What is expected =
Transcribe exactly every line from the one containing "II Via Cimitero</span>" down to the final line of the listing below, including both, and leave out the rest.
::::
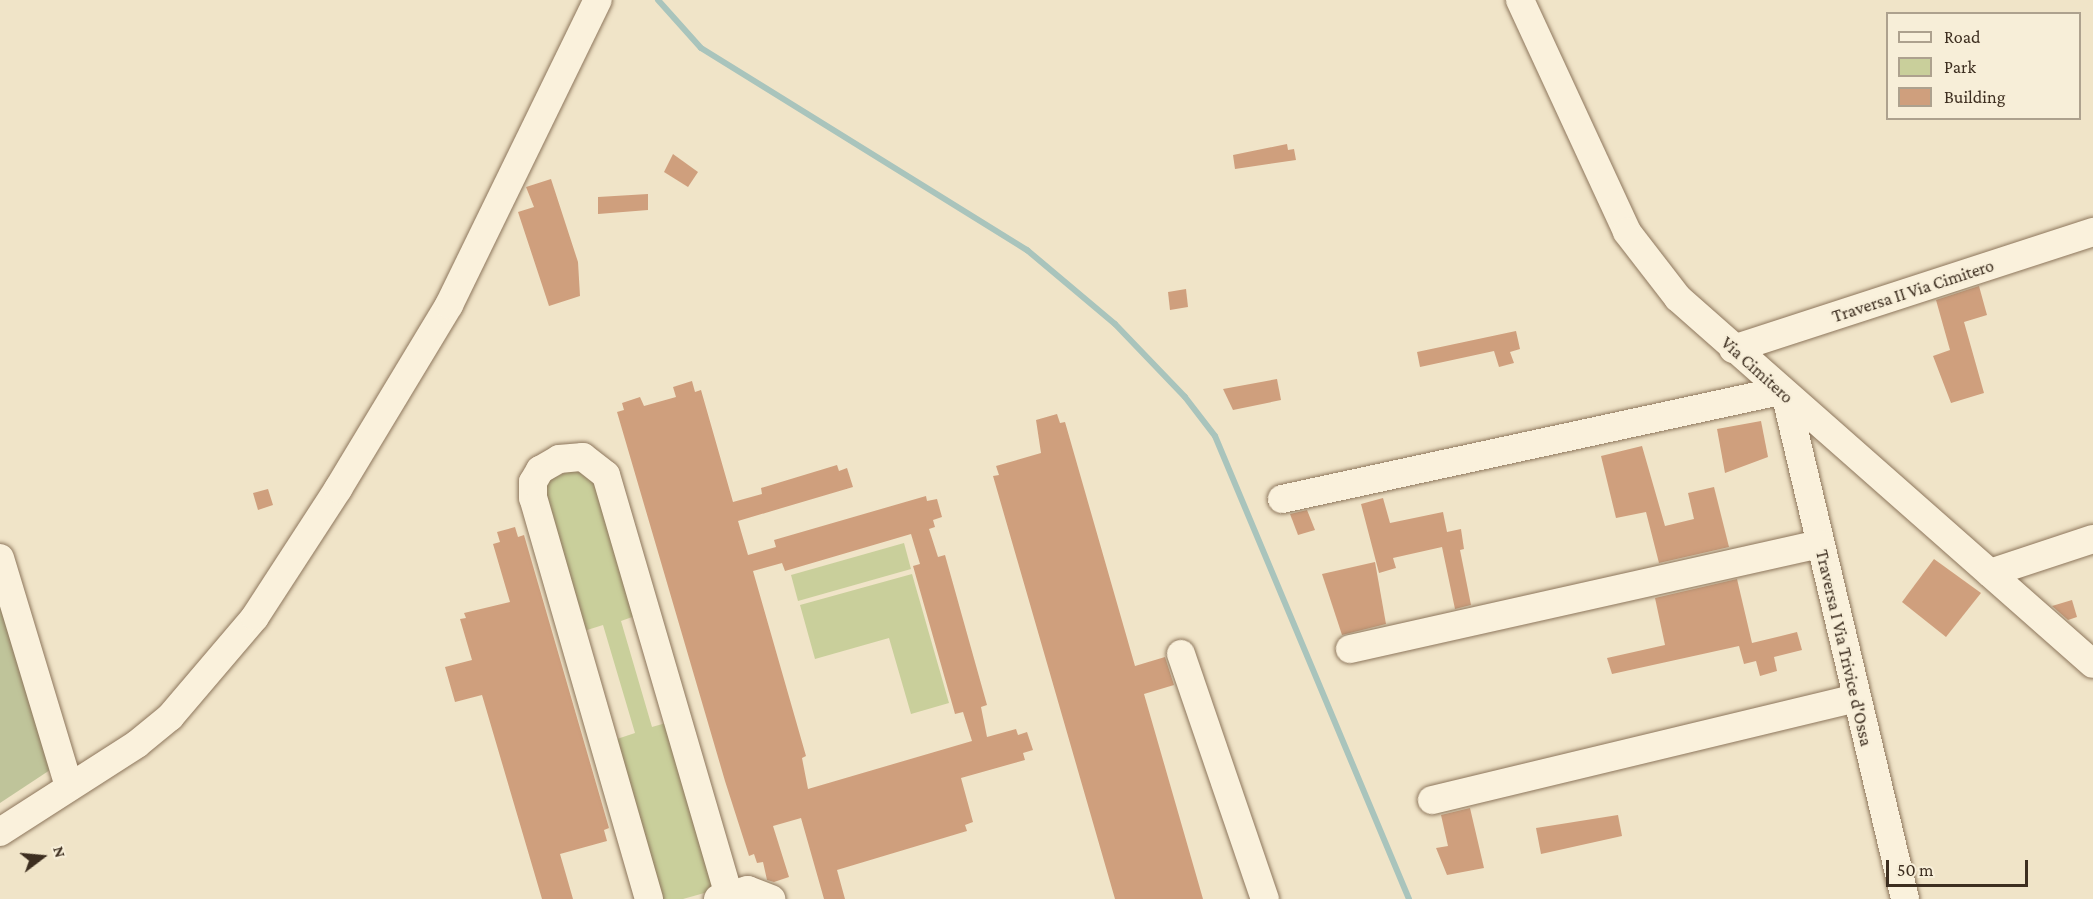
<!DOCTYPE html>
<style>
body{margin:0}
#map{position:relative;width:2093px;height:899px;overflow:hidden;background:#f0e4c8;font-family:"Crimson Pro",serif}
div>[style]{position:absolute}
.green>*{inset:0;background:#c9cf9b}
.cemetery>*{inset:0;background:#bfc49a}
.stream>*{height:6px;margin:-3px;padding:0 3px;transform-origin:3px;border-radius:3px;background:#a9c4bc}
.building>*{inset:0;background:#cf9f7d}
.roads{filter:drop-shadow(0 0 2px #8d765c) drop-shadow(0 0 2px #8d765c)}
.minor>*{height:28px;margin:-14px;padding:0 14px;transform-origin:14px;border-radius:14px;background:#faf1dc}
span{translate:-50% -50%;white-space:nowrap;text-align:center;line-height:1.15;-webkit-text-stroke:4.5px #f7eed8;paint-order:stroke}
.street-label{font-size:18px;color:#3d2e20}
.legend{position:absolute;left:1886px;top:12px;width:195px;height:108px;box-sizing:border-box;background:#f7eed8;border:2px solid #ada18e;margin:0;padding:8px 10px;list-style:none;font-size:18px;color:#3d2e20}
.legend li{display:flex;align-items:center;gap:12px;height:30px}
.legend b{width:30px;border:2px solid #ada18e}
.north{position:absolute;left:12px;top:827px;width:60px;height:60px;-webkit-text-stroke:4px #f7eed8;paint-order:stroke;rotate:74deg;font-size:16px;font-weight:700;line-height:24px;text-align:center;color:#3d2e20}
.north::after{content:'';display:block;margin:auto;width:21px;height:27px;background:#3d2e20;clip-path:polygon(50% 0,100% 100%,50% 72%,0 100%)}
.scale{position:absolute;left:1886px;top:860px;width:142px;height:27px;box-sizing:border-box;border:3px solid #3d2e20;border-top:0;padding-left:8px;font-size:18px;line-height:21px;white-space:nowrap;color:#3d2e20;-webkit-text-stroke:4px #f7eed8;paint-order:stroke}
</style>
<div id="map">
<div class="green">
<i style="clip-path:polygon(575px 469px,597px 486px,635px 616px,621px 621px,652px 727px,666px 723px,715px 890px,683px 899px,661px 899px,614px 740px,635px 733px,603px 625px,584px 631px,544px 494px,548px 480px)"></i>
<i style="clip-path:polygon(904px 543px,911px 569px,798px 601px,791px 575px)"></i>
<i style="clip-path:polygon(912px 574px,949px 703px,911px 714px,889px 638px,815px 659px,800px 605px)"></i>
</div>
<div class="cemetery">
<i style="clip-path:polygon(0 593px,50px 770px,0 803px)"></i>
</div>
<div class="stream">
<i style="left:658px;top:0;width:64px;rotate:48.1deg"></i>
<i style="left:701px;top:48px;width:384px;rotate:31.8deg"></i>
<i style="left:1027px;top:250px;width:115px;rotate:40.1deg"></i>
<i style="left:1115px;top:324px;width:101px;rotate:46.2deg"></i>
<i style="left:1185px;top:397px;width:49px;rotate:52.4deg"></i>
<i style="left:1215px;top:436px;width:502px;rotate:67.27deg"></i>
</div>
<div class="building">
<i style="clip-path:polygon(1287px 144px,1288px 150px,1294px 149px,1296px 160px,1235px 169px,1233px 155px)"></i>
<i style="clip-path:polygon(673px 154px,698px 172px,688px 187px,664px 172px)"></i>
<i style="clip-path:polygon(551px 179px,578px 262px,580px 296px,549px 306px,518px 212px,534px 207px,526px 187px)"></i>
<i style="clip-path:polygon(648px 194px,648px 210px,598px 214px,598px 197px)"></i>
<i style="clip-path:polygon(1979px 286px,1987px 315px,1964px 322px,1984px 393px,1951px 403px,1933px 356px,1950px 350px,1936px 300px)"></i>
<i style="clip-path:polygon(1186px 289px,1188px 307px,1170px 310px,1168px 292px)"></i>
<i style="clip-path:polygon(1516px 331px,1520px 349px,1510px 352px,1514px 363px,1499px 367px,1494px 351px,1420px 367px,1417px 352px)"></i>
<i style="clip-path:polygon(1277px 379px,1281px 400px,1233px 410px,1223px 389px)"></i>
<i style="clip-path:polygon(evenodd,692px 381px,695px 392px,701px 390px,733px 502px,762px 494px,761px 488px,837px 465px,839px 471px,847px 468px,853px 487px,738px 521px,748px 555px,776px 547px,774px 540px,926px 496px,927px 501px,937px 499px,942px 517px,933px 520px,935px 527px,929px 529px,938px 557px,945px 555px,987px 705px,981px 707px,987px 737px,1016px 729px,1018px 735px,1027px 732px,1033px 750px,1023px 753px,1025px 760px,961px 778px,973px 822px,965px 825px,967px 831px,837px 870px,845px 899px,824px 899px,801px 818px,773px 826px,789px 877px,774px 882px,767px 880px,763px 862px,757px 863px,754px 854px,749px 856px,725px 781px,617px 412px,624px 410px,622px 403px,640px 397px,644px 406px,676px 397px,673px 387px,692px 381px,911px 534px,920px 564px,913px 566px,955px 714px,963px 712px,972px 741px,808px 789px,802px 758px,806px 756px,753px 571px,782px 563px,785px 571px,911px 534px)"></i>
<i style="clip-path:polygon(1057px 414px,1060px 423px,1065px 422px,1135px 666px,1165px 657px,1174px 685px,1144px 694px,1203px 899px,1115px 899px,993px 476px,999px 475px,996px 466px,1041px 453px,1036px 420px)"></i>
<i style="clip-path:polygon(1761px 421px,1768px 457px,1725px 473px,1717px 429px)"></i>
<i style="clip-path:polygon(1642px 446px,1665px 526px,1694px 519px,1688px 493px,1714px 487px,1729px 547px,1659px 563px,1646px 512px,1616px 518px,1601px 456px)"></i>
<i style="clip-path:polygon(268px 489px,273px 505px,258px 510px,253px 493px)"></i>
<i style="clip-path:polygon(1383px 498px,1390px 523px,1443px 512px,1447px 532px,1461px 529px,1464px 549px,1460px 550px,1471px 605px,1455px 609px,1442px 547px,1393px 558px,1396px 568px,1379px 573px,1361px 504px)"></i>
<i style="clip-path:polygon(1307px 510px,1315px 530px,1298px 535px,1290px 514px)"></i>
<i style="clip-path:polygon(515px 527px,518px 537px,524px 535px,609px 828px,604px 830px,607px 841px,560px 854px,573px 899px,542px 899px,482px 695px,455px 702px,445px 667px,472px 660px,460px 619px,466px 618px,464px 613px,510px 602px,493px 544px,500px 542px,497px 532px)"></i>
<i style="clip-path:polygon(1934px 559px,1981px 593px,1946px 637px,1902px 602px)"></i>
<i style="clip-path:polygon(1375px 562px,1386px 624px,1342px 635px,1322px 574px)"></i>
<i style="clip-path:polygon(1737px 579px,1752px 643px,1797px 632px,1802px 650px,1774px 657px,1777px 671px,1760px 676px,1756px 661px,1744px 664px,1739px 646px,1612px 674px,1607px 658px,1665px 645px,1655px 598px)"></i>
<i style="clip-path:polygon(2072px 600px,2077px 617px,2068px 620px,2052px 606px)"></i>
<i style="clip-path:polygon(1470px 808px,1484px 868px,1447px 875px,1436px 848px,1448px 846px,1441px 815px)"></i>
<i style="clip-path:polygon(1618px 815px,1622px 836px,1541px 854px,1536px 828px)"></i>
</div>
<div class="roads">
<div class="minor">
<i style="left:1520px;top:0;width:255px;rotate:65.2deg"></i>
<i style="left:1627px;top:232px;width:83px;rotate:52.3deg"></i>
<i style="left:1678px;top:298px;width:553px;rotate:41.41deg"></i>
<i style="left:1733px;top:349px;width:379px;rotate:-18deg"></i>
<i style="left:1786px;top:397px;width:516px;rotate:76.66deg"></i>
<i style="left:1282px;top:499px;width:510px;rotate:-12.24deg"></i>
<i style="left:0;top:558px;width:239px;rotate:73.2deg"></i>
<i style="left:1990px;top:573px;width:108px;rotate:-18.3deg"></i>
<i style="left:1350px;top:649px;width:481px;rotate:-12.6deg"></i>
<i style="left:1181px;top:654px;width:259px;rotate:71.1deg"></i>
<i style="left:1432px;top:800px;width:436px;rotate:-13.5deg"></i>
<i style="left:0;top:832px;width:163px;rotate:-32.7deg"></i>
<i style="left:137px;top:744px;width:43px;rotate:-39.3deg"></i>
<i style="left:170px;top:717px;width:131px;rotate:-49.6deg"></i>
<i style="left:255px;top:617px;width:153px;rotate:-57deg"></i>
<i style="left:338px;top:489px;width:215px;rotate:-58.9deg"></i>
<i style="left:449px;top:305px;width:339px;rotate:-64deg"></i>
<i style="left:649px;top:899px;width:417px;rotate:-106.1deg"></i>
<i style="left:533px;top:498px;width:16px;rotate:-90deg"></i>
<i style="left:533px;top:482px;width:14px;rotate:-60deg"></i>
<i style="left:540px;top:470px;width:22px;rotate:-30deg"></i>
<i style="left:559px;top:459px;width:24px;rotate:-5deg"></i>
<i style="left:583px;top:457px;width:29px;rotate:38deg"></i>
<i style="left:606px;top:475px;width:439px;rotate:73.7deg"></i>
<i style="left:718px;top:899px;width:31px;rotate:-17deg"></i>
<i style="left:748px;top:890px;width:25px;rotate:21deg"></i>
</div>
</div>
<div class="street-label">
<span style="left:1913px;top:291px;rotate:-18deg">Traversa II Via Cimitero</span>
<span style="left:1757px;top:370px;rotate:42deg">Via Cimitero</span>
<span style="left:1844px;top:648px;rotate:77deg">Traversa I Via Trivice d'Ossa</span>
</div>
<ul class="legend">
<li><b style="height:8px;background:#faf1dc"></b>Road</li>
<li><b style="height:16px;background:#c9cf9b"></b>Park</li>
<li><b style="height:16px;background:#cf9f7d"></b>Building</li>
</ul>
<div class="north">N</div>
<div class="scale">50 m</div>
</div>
::::
Written solution =
<span style="left:1913px;top:291px;rotate:-18deg">Traversa II Via Cimitero</span>
<span style="left:1757px;top:370px;rotate:42deg">Via Cimitero</span>
<span style="left:1844px;top:648px;rotate:77deg">Traversa I Via Trivice d'Ossa</span>
</div>
<ul class="legend">
<li><b style="height:8px;background:#faf1dc"></b>Road</li>
<li><b style="height:16px;background:#c9cf9b"></b>Park</li>
<li><b style="height:16px;background:#cf9f7d"></b>Building</li>
</ul>
<div class="north">N</div>
<div class="scale">50 m</div>
</div>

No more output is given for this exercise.